When it comes to dealing with the issue of gambling, North Carolina usually ends up playing a game of 52-card pickup. In other words, the state’s approach leads to little more than a bungled mess, offering neither logic nor conviction.
The latest debacle involves sweepstakes gaming, which has spread like kudzu across the Tar Heel State in recent years as a replacement to previously banned video poker. The sweepstakes industry has said that its form of video games offering prizes is legal because the winners are predetermined, and customers only purchase computer time that allows them to participate.

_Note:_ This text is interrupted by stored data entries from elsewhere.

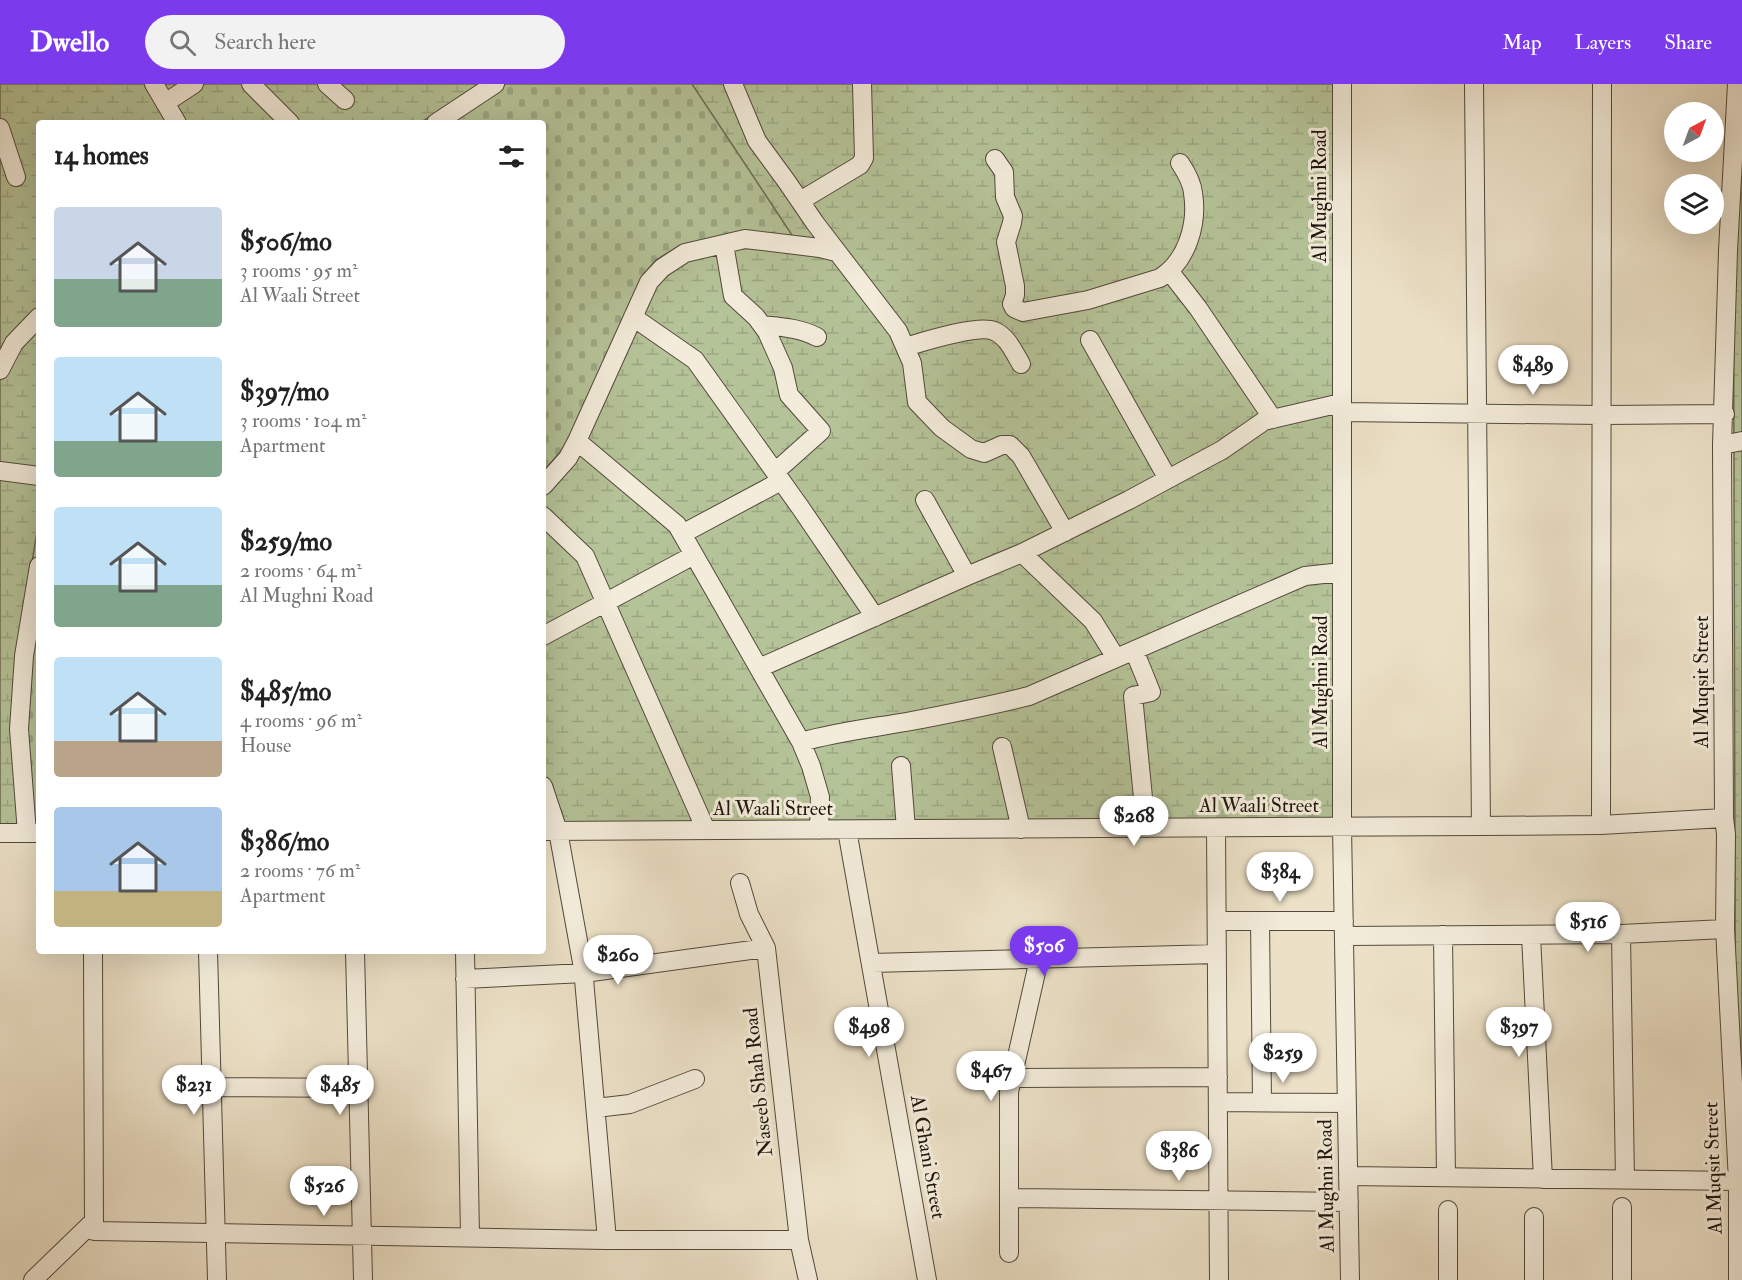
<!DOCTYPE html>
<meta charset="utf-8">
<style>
body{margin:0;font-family:"IM FELL Double Pica",serif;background:#f2f2f2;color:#222;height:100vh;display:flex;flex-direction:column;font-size:22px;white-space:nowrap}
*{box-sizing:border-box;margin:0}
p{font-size:20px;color:#767676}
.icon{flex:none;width:33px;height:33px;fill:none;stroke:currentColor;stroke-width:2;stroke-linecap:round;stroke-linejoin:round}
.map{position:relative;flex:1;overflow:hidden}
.drawer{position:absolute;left:36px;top:36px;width:510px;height:834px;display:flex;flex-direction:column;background:#fff;border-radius:6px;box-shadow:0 6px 24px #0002}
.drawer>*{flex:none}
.needle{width:39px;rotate:41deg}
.tools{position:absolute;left:1664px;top:18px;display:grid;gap:12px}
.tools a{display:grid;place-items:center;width:60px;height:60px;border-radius:50%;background:#fff;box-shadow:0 6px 24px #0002;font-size:30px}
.price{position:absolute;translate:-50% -51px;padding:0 14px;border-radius:21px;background:#fff;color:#222;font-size:20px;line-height:39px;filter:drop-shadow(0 2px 3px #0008)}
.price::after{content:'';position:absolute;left:50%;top:36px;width:18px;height:14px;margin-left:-9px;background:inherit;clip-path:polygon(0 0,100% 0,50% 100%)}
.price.on{background:#7c3aed;color:#fff}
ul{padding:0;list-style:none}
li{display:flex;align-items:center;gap:18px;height:150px;padding:0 18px}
li span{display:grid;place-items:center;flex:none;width:168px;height:120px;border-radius:6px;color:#555}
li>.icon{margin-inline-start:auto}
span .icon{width:72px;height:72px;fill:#fffc;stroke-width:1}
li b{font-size:26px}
h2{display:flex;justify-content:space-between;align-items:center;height:72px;padding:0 18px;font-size:26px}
header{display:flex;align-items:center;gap:36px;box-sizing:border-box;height:84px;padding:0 30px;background:#7c3aed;color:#fff}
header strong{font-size:28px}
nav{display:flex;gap:33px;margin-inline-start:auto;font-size:21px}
.search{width:420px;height:54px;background:#f2f2f2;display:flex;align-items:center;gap:15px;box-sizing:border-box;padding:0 21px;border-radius:33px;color:#767676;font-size:22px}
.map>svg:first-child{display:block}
.wetland{fill:url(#wetland-marsh);stroke:#6a6c52;stroke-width:1.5}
.cemetery{fill:url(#cemetery-stones);stroke:#6a6c52;stroke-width:1.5}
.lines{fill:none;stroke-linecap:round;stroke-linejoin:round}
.minor-casing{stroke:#52493c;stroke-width:20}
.minor{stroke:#f3ecdb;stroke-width:18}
.labels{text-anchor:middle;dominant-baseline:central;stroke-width:6;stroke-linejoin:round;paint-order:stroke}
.street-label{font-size:20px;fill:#1f160d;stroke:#f3ecdb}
</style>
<header>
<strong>Dwello</strong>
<div class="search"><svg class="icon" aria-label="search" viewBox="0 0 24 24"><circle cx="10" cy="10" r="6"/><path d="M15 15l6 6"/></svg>Search here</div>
<nav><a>Map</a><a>Layers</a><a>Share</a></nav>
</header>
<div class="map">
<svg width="1742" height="1196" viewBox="0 0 1742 1196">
<defs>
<pattern id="wetland-marsh" width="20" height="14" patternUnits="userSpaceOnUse" patternTransform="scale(1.5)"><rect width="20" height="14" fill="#b5c398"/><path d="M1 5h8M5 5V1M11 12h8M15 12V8" fill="none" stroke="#9ba782"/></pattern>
<pattern id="cemetery-stones" width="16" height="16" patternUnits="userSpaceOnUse" patternTransform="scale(1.5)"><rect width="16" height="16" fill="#b5c398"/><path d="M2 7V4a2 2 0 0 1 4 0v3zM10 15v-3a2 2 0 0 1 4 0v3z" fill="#9ba782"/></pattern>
</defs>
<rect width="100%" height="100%" fill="#ece1c7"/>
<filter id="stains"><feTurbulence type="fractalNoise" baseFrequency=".00333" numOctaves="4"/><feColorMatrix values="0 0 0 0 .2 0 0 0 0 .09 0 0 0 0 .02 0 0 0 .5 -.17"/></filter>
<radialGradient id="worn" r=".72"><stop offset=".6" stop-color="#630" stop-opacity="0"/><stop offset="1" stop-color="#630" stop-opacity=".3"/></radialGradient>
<path class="wetland" d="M0,0H1342V743L543,748V39H39V750H0Z
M1733,0H1742V1196H1736Z"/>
<path class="cemetery" d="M479,0H692L794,154L739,148L679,162L656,176L643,191L571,350L561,367L543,388V39H420Z
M39,435V742H21L18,565Z"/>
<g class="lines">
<g class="minor-casing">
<path id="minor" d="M154,0L177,39
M251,0L290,39
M327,0L345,16
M733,0L757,57L787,98L815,139L898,247L912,279L917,318L942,344L971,365L984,369L1002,361H1010L1021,372L1065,448
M1342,0V743L1350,1196
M1474,0L1481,742
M1737,0L1728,167L1722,361L1724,734L1726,750L1725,845L1738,1097V1196
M165,19L194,0
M436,39L495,0
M0,44L16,93
M995,75L1004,88L1005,113L1013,132L1012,139L1006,158L1015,202V211L1012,220L1014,224L1023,228L1088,216L1160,194C1187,177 1198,140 1193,109C1192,98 1186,88 1180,79
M800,117L860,81L864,74L862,0
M724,160L733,212L756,233L767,248L783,284L789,311L821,347L775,388
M1170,188L1198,224L1273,335
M633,233L695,276L800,423L875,533
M762,241C781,243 800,244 817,253
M1090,256L1168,395
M905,263C923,258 978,240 994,247C1007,252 1014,268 1021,280
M0,286L14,259L39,233
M1341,328L1602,331L1725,330
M577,357L677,441L801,658L811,682L820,713L819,746
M1722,361L1742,357
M0,387L39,392
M543,402L568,374L577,357L649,198L662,184L685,169L745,155L820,164L836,168
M925,416L967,492
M543,432L585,472L706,746
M682,450L781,397
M1022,469L1093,537L1116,574
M543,552L694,471
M1134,566L1151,608L1133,612L1146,744
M759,584L967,492L1022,469L1129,416L1222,366L1264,337L1341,319
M801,658C836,648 871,644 906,638C948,630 989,622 1029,612L1305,492L1342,488
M1002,663L1021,745
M901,682L906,745
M543,702L558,747L583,884L607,1156
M1601,741L1602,0
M1216,744L1219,1196
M847,746L927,1196
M543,747L1481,742L1601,741L1724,734
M0,749H37
M27,749L19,645L24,572L39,482
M740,799L749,830L766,864L799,1156L808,1196
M1217,837H1344
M1260,837L1262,1018
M1621,850L1725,845
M1443,851L1446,1093
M1531,851L1543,1095
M1344,852L1621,850L1625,1096
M93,867L94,1147L607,1156H799
M208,867L217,1196
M355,867L363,1196
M465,867L470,1153
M871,879L1217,870
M465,895L584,889L766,864
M1012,994L1218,993
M211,1003L358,1004
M1218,1018L1347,1019
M596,1024L630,1020L695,995
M1348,1092L1738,1097
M1009,1114L1349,1118
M1448,1126V1196
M1534,1133V1196
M1009,1169V1008L1039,875
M33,1196L94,1137
M1622,1196V1123"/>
</g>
<use href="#minor" class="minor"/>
</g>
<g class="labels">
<g class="street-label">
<text transform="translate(1319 112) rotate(-90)">Al Mughni Road</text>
<text transform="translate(1320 598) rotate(-90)">Al Mughni Road</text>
<text transform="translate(1701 598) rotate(-90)">Al Muqsit Street</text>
<text x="1259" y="721">Al Waali Street</text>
<text x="773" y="724">Al Waali Street</text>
<text transform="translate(758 998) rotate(-96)">Naseeb Shah Road</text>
<text transform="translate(928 1073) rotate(80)">Al Ghani Street</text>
<text transform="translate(1713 1084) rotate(-92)">Al Muqsit Street</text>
<text transform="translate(1326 1102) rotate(-91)">Al Mughni Road</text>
</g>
</g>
<rect width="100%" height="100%" filter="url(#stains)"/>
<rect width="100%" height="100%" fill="url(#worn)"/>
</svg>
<div class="tools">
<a><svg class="needle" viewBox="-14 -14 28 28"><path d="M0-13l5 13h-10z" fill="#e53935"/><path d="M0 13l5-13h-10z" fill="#767676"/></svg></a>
<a><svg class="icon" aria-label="layers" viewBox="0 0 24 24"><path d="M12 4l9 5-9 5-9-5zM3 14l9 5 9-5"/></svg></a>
</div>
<b class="price" style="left:1533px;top:312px">$489</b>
<b class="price" style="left:1134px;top:763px">$268</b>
<b class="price" style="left:1280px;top:819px">$384</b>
<b class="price" style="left:1588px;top:869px">$516</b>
<b class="price on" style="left:1044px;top:893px">$506</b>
<b class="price" style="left:618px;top:902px">$260</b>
<b class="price" style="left:869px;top:974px">$498</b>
<b class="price" style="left:1519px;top:974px">$397</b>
<b class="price" style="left:1283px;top:1000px">$259</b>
<b class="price" style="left:991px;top:1018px">$467</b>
<b class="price" style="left:194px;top:1032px">$231</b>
<b class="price" style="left:340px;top:1032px">$485</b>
<b class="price" style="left:1179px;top:1098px">$386</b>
<b class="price" style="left:324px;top:1133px">$526</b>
<section class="drawer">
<h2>14 homes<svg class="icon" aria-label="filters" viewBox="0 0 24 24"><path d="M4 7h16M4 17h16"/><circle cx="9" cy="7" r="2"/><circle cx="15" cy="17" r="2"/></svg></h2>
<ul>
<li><span style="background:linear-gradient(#c9d6e8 60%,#7fa58c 0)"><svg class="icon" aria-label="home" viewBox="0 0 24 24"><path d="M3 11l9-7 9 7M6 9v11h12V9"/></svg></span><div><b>$506/mo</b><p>3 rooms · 95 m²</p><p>Al Waali Street</p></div></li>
<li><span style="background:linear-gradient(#bfe0f5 70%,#7fa58c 0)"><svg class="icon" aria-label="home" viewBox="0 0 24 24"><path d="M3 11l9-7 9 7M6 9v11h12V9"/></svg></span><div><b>$397/mo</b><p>3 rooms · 104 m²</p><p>Apartment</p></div></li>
<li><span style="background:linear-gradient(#bfe0f5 65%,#7fa58c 0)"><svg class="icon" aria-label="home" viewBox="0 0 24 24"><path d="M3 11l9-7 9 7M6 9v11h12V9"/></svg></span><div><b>$259/mo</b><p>2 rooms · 64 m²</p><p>Al Mughni Road</p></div></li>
<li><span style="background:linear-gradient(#bfe0f5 70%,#b9a48a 0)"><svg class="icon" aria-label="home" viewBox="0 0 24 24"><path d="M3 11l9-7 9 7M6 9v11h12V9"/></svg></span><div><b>$485/mo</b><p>4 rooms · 96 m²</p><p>House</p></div></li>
<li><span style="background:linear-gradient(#a9c7e8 70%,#c2b280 0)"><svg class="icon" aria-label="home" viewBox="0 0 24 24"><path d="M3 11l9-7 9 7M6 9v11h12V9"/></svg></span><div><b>$386/mo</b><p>2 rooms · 76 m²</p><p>Apartment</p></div></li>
</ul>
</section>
</div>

The state legislature in 2010 passed a law banning sweepstakes games, and the state Supreme Court recently upheld the constitutionality of that ban. The industry asked the U.S. Supreme Court to delay enforcement while businesses pursued an appeal to the nation’s high court, but that request was denied.
Law-enforcement agencies across the state have begun enforcing the law, but with varying degrees of enthusiasm.
A potential loophole, which regulates how results can be displayed, may be enough to keep sweepstakes businesses that alter their machines in operation, at least in some jurisdictions.
Expect more court dates, more confusion, more inconsistent law enforcement — and the inevitable rise of new varieties of video-gaming enterprises as this legal whack-a-mole adventure continues.
New Gov. Pat McCrory has said he believes the law needs more work, and he plans to talk with legislative leaders about revisiting the issue of sweepstakes. Whether those discussions would extend to other forms of video gaming is not clear. But what the state really needs to examine is the way it has dealt with gambling in general, including what public interests are served by the current state of affairs.
By allowing — in fact, sponsoring — certain forms of gambling such as lottery and bingo parlors, the legislature seems to have taken sides on the morality issues.
So the central question remaining seems to be how gambling should be regulated and taxed. Current limitations do nothing to eliminate the possible abuses of gambling because it is already prevalent; instead, the state only seems to be limiting the revenue that could be raised through a well-regulated gambling industry. It is also preventing other sorely needed economic benefits — casino jobs, hotel construction, related entertainment forms — that could be derived.
Across the nation, states are realizing that prohibiting certain forms of gambling while allowing others is inconsistent in terms of morality and counter-productive in terms of raising revenues that could help close serious budget gaps. North Carolina needs to step up to the table.